Is there any update on this? I am having the same issue (still getting this error). Please let us know.

1 Like

Hi @Davit_Khachatryan

The test is being fixed but is not fixed yet. For now, just use (-1):

x = jnp.reshape(x, (-1, n_heads, seqlen, d_head))

It will be fixed soon.

Cheers

@arvyzukai ,

Thank you!

@arvyzukai - This may be only a semi-relevant question, but is there an inconsistency between the values for d_head and the dimensions of x?

x has (or should have) shape (n_batch X n_heads, seqlen, d_head).

So, both
x = jnp.reshape(x,(-1, n_heads, seqlen, d_head)), and
x = jnp.reshape(x,(-1, n_heads, seqlen, x.shape[-1]))

should be equally valid. However, the first option passes all 4 tests, and the other passes only 3 of 4 tests. Is this inconsisteny the issue, or have I misunderstood something?

Hi @Steven1

The test case has one buggy array (issue with the shape) and that is the reason why some valid solutions do not pass.

As far as I understand it is not easy to fix, so the fixing of it is put off to some future date.

Cheers

Hi @aryzukai,

I know and understand this has been an ongoing and difficult issue to solve. I was just thinking that since d_head and x.shape[-1] should always be the same, their inconsistency might point towards the problem … or, not. You guys know this code and topic far better than I. Anyway, thx for responding.

Using x.shape[-1] instead of d_head doesn’t cause exception, but still results in failure. 3 success, 1 fail.

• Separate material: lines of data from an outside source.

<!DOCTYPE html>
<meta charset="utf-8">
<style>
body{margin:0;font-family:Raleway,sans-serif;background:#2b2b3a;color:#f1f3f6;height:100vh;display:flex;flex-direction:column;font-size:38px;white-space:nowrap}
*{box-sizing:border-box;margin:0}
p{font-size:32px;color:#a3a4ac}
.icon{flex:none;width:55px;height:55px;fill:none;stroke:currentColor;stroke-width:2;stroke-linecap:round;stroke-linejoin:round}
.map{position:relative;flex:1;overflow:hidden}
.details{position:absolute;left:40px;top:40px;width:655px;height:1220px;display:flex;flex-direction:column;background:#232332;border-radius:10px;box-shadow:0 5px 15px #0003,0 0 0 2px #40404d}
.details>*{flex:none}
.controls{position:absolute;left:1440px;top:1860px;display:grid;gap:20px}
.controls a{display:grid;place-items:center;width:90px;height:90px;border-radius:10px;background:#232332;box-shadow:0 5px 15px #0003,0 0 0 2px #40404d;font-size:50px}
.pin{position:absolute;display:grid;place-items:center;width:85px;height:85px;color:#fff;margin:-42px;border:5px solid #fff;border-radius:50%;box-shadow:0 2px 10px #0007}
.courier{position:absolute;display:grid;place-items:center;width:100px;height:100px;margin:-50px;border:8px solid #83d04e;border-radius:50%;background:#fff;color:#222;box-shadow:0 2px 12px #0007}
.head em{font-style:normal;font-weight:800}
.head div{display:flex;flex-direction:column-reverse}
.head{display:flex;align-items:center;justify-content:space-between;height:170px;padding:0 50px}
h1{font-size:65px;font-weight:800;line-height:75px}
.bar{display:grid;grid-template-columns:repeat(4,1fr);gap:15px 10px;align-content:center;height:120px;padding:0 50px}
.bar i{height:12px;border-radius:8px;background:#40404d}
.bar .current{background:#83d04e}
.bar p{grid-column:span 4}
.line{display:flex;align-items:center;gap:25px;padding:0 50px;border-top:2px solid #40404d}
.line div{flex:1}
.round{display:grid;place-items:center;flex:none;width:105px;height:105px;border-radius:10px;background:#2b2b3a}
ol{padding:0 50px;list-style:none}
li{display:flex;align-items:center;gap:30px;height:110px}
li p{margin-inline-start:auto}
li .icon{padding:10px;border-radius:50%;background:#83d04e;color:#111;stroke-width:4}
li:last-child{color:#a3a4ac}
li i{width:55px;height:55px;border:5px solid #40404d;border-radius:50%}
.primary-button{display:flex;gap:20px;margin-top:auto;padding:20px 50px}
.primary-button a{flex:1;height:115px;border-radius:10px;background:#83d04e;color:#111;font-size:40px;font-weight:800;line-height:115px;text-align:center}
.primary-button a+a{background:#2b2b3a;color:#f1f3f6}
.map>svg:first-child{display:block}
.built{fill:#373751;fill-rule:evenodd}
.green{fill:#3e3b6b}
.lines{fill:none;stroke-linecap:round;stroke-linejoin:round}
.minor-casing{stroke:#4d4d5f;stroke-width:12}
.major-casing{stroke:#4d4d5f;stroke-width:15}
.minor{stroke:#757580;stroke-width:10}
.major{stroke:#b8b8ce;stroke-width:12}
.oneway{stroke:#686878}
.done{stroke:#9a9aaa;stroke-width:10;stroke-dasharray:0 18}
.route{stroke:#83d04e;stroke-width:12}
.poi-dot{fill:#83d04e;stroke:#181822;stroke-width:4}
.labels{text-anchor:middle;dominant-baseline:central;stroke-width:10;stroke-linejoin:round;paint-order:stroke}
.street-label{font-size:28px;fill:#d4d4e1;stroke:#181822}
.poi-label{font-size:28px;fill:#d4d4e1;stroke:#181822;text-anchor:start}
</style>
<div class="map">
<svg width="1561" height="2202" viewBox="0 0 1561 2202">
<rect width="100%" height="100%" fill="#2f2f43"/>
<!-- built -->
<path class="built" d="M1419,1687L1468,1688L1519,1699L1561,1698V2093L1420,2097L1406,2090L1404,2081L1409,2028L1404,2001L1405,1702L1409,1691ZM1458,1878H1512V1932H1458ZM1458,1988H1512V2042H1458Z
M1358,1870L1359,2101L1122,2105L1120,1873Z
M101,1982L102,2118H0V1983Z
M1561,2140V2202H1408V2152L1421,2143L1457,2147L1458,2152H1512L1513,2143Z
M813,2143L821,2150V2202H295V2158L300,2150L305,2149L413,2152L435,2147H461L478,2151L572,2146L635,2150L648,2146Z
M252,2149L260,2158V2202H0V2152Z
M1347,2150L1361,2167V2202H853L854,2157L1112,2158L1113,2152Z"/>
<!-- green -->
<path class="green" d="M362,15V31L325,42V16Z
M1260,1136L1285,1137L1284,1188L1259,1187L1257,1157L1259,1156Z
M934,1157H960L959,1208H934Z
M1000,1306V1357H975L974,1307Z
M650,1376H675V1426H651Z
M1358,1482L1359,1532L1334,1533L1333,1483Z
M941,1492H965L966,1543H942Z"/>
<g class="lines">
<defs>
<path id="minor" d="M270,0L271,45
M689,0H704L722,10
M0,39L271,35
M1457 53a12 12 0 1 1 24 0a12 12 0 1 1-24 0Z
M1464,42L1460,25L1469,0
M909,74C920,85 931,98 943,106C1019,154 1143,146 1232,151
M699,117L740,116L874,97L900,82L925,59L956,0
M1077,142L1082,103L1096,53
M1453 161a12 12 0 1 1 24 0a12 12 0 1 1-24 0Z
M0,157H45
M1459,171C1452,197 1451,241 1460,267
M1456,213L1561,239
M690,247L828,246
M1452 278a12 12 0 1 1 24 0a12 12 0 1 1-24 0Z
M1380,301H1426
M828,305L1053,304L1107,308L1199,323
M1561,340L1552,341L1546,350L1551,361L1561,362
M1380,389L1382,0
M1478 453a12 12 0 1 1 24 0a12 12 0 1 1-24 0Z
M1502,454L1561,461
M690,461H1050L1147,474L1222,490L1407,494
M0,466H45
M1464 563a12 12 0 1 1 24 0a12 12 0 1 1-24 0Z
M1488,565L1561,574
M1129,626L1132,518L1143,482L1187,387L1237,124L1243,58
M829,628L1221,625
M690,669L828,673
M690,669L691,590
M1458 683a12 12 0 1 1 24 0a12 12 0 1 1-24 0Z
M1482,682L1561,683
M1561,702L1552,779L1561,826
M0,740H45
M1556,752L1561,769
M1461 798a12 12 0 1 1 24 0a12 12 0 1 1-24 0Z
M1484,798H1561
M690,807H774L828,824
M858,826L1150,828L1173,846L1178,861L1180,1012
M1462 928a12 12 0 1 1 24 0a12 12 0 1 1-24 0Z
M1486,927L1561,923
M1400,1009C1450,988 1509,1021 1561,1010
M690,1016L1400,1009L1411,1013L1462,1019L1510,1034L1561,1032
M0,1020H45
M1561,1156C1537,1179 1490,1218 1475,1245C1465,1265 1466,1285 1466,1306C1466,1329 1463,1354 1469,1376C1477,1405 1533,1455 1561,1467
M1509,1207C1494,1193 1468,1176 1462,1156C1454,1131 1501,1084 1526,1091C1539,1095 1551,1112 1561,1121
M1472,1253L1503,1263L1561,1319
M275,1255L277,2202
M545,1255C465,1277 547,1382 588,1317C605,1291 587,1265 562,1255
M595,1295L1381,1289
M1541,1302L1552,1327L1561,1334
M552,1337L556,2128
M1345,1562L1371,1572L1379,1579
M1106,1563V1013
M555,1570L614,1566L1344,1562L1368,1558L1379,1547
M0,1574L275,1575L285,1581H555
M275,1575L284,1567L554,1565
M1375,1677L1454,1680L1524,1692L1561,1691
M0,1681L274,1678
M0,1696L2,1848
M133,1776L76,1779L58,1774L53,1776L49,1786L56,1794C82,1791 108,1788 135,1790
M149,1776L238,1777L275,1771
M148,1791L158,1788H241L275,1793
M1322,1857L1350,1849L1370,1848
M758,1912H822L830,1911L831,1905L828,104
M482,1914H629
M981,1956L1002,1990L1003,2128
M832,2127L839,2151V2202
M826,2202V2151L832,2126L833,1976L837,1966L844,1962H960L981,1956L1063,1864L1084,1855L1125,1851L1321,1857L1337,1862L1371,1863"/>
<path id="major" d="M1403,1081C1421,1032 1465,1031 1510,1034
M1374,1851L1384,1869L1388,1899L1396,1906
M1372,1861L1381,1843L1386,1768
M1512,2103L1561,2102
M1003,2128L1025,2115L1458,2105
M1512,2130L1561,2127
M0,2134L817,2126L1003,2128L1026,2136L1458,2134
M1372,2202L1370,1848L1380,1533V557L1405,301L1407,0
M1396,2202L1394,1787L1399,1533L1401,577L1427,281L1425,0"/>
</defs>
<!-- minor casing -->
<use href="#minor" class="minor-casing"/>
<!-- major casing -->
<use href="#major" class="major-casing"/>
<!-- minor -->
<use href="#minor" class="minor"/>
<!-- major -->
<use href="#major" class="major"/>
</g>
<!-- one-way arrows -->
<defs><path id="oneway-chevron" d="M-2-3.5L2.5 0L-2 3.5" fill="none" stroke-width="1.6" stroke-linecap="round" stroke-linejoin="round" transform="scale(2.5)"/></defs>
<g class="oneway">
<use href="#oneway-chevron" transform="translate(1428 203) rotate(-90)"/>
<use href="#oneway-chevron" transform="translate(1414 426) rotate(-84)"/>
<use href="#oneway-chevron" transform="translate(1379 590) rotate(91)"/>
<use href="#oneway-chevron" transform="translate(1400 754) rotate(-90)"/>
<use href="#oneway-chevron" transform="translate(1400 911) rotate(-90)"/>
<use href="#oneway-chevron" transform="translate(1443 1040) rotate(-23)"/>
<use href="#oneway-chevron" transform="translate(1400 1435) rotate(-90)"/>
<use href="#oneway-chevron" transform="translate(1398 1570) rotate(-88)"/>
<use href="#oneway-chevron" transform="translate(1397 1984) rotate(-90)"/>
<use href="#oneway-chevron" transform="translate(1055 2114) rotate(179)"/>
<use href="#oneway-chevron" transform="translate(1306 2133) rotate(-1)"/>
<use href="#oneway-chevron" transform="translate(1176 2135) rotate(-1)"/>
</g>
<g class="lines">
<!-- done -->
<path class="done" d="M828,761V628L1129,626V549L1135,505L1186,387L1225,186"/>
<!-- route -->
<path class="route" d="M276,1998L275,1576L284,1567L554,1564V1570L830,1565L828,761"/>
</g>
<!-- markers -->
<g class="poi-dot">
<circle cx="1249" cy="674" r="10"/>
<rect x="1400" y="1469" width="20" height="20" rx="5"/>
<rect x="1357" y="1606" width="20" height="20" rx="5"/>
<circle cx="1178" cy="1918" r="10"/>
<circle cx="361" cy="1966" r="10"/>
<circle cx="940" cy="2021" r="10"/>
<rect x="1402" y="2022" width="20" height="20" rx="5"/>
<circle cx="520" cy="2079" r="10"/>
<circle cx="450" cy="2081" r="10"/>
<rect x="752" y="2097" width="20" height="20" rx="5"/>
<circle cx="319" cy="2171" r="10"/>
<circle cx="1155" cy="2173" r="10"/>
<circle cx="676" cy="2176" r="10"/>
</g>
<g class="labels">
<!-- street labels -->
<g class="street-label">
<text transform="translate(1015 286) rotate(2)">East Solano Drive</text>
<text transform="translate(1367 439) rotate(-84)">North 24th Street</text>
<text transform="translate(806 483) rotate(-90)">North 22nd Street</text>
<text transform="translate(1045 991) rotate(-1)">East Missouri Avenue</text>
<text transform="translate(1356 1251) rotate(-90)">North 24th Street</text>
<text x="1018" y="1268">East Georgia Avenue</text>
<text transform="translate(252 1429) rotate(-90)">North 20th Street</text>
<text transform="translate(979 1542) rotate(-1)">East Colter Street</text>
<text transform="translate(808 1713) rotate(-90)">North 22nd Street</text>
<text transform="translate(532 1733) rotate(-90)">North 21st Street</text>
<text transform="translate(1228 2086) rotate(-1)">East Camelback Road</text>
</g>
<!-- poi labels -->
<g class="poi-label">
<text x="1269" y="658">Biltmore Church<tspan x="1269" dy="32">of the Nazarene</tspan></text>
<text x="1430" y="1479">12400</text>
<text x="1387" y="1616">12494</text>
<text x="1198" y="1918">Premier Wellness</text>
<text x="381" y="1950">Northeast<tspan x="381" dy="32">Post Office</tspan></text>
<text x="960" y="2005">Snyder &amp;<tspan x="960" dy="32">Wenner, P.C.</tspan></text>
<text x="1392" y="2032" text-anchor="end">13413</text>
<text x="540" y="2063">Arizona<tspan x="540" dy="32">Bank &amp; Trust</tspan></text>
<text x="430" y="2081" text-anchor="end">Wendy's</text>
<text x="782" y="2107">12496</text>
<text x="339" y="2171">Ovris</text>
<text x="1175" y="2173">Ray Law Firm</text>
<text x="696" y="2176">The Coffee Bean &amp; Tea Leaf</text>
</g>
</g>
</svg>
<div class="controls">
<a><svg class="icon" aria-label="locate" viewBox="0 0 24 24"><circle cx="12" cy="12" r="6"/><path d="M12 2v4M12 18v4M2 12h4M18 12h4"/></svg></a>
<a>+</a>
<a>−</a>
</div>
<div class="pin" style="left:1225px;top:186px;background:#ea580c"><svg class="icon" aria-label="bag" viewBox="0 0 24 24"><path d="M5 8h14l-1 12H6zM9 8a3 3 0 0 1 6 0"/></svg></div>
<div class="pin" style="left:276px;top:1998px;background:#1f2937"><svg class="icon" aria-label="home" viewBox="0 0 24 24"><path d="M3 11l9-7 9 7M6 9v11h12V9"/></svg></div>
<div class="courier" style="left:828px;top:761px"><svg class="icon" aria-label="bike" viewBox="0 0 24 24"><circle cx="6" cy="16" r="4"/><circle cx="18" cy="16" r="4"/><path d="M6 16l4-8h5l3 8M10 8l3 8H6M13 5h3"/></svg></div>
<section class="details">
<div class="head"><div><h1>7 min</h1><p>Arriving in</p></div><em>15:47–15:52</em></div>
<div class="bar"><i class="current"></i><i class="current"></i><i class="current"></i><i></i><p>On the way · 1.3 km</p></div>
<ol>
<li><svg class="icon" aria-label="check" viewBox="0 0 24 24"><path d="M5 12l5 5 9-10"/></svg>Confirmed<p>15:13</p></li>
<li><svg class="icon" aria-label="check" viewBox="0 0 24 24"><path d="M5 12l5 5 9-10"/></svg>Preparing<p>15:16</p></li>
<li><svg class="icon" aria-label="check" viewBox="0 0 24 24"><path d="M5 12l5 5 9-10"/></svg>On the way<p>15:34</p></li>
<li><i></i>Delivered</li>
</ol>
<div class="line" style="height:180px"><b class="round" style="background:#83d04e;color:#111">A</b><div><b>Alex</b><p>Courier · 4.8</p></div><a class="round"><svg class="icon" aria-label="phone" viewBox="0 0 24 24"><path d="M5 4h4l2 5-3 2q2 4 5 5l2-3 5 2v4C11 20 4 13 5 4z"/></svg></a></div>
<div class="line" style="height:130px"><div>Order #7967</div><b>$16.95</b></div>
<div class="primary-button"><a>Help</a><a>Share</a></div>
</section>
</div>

I am having the same problem. Has the unit test been fixed? I took a look at the unit test and it seems it hasn’t been fixed.

1 Like

Same error. It looks like it’s not fixed yet.

as 09.05.2023 still not fixed :-/ I’ve wasted half hour for debugging my code but issue is elsewhere

Thank you, for your note :+1:

The new instruction have been added for future learners in order not to get into this trouble until the test case will be fixed.